Here's how the artist describes it in his own words: Belott was born in a big barn with the door open. He has 11 fingers and occasionally grows 12, each with a ring on it, hence why he's bell-lot. Arguably the most, his moisture collected in the Jersey foot mountains of East Orange. Molten plasma very hair. His hair, who’s hair? a wavy Fred Astaire harps loose strings or are they barbed wire? Farmed hirer on his SATs, he likes Art like messy tees. Tessy trees Kremlin. Found stuff abounds and wound tight, crown's fight for the lowest score. A crushed beer can swirls in the sewer but a nonstop fight brights like mushrooms in cow manure. A trip be told, a trip be quick, through the caves with a candlestick, clocking rock's noggins with a manual pick. Geodes galore and a twinkling pours, a queer powderpuff, a mere fountain fluff.
He does good stuff and is strange too, a range of poo. Glamhack.
BIO:
Brian Belott was born in East Orange, New Jersey in 1973. The artist received a BFA from the School of Visual Art in New York City in 1995 and studied at Cooper Union in New York City.
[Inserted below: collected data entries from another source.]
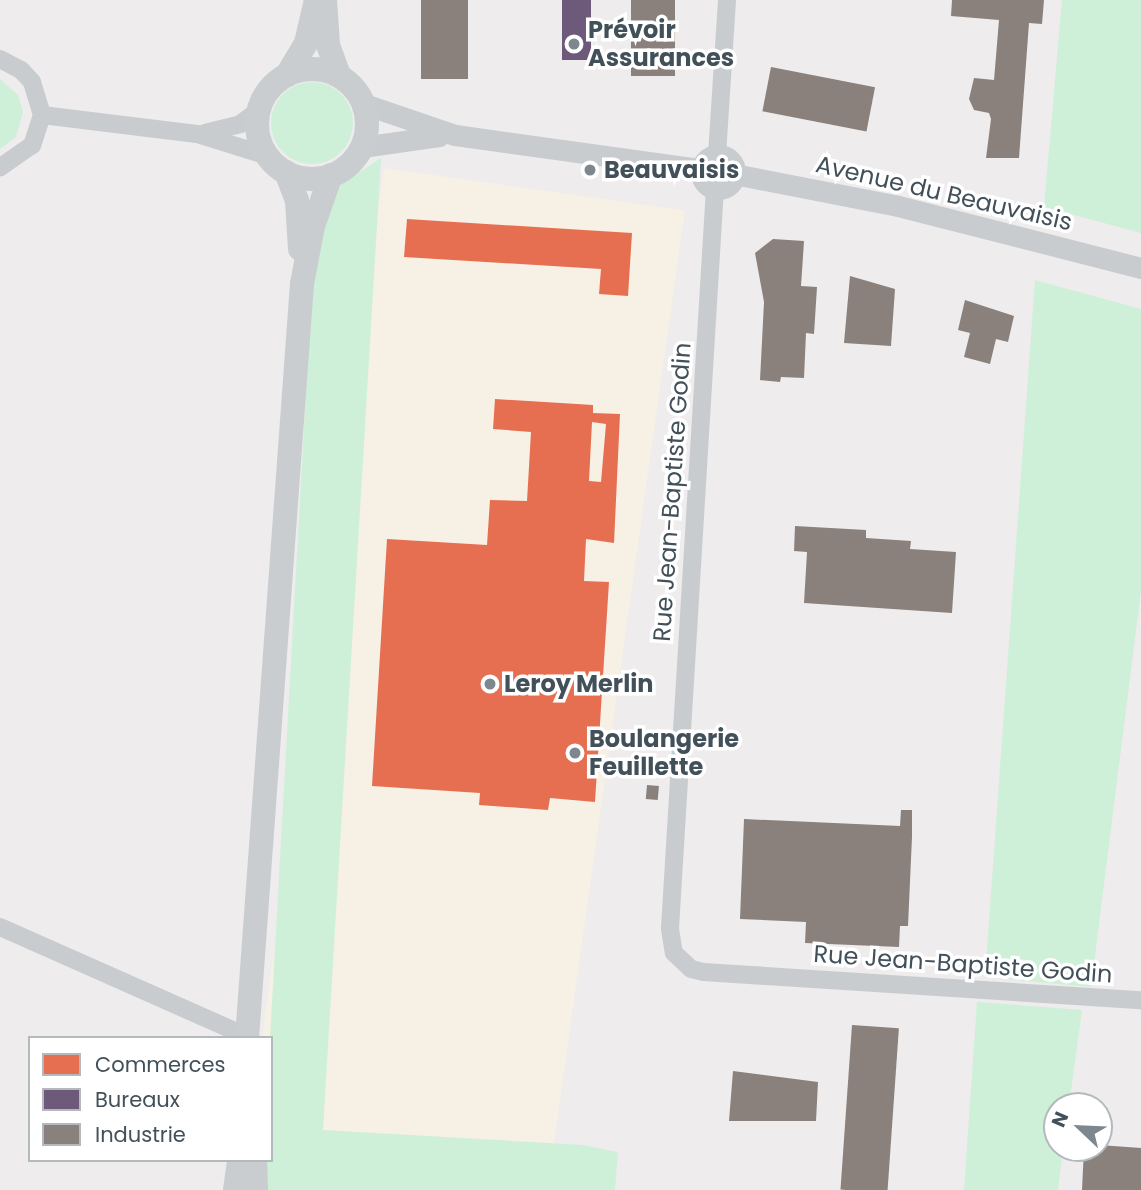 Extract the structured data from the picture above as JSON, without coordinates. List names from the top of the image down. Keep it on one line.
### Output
{"streets":{"street":["Avenue du Beauvaisis","Rue Jean-Baptiste Godin"]},"crossings":[["Avenue du Beauvaisis","Rue Jean-Baptiste Godin"]],"places":["Prévoir Assurances","Beauvaisis","Leroy Merlin","Boulangerie Feuillette"],"legend":["Commerces","Bureaux","Industrie"],"north":"top left"} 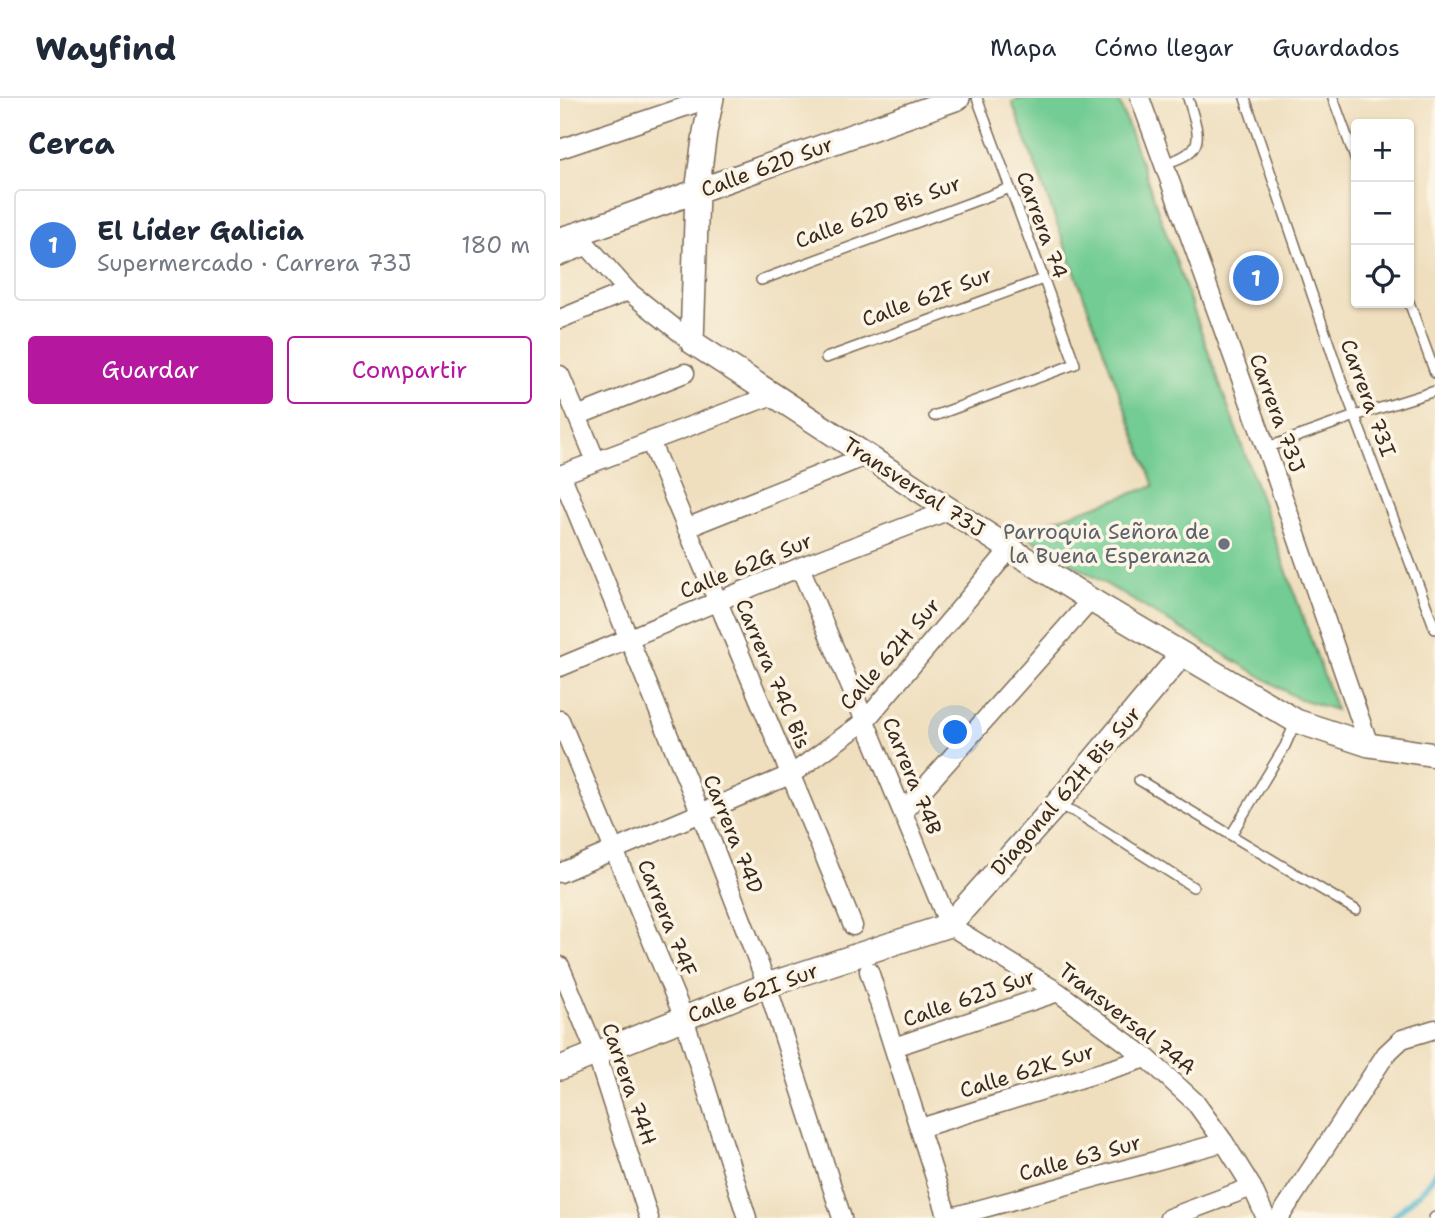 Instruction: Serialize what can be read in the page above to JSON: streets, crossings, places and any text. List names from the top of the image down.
{
  "streets": {
    "street": [
      "Calle 62D Sur",
      "Carrera 73J",
      "Transversal 73J",
      "Calle 62G Sur",
      "Calle 62H Sur",
      "Carrera 74C Bis",
      "Carrera 74B",
      "Diagonal 62H Bis Sur",
      "Carrera 74D",
      "Carrera 74F",
      "Calle 62I Sur",
      "Calle 62J Sur",
      "Transversal 74A",
      "Calle 62K Sur",
      "Carrera 74H",
      "Calle 63 Sur"
    ],
    "lane": [
      "Calle 62D Bis Sur",
      "Carrera 74",
      "Calle 62F Sur",
      "Carrera 73I"
    ]
  },
  "crossings": [
    ["Calle 62D Sur", "Transversal 73J"],
    ["Calle 62D Bis Sur", "Carrera 74"],
    ["Carrera 74", "Calle 62F Sur"],
    ["Carrera 73J", "Transversal 73J"],
    ["Transversal 73J", "Calle 62G Sur"],
    ["Transversal 73J", "Calle 62H Sur"],
    ["Transversal 73J", "Diagonal 62H Bis Sur"],
    ["Calle 62G Sur", "Carrera 74C Bis"],
    ["Calle 62G Sur", "Carrera 74B"],
    ["Calle 62G Sur", "Carrera 74D"],
    ["Calle 62H Sur", "Carrera 74C Bis"],
    ["Calle 62H Sur", "Carrera 74B"],
    ["Calle 62H Sur", "Carrera 74D"],
    ["Calle 62H Sur", "Carrera 74F"],
    ["Carrera 74B", "Diagonal 62H Bis Sur"],
    ["Carrera 74B", "Calle 62I Sur"],
    ["Carrera 74B", "Transversal 74A"],
    ["Diagonal 62H Bis Sur", "Calle 62I Sur"],
    ["Diagonal 62H Bis Sur", "Transversal 74A"],
    ["Carrera 74D", "Calle 62I Sur"],
    ["Carrera 74F", "Calle 62I Sur"],
    ["Calle 62I Sur", "Transversal 74A"],
    ["Calle 62I Sur", "Carrera 74H"],
    ["Calle 62J Sur", "Transversal 74A"],
    ["Transversal 74A", "Calle 62K Sur"],
    ["Transversal 74A", "Calle 63 Sur"]
  ],
  "places": ["Parroquia Señora de la Buena Esperanza"],
  "page": {
    "header": "Wayfind",
    "nav": ["Mapa", "Cómo llegar", "Guardados"],
    "heading": "Cerca",
    "map_buttons": ["+", "−"],
    "list": [
      {
        "mark": "1",
        "name": "El Líder Galicia",
        "note": "Supermercado · Carrera 73J",
        "value": "180 m"
      }
    ],
    "pins": "1",
    "buttons": ["Guardar", "Compartir"]
  }
}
Belott’s work was included in the Whitney Biennial 2019.
Solo exhibitions of Belott’s work have taken place at: Morán Morán in Los Angeles, California; Loyal Gallery in Stockholm, Sweden; Tanya Leighton in Berlin, Germany; Gavin Brown’s Enterprise in New York City; and CANADA Gallery in New York City.
Belott’s work has been exhibited at various institutions, including: MoMA in New York City; the Whitney Museum of American Art in New York City; the Cobra Museum voor Moderne Kunst in Amstelveen, the Netherlands; the Yuz Museum in Shanghai, China; The Jewish Museum in New York City; MoCAD in Detroit, Michigan; The Aldrich Contemporary Art Museum in Ridgefield, Connecticut; and the Musée d’Art Moderne in Saint-Étienne, France.
Belott’s work is part of the permanent collection of: MoMA in New York City; and the Whitney Museum of American Art in New York City.
Belott has exhibited with LOYAL since 2005.
Belott lives and works in New York City.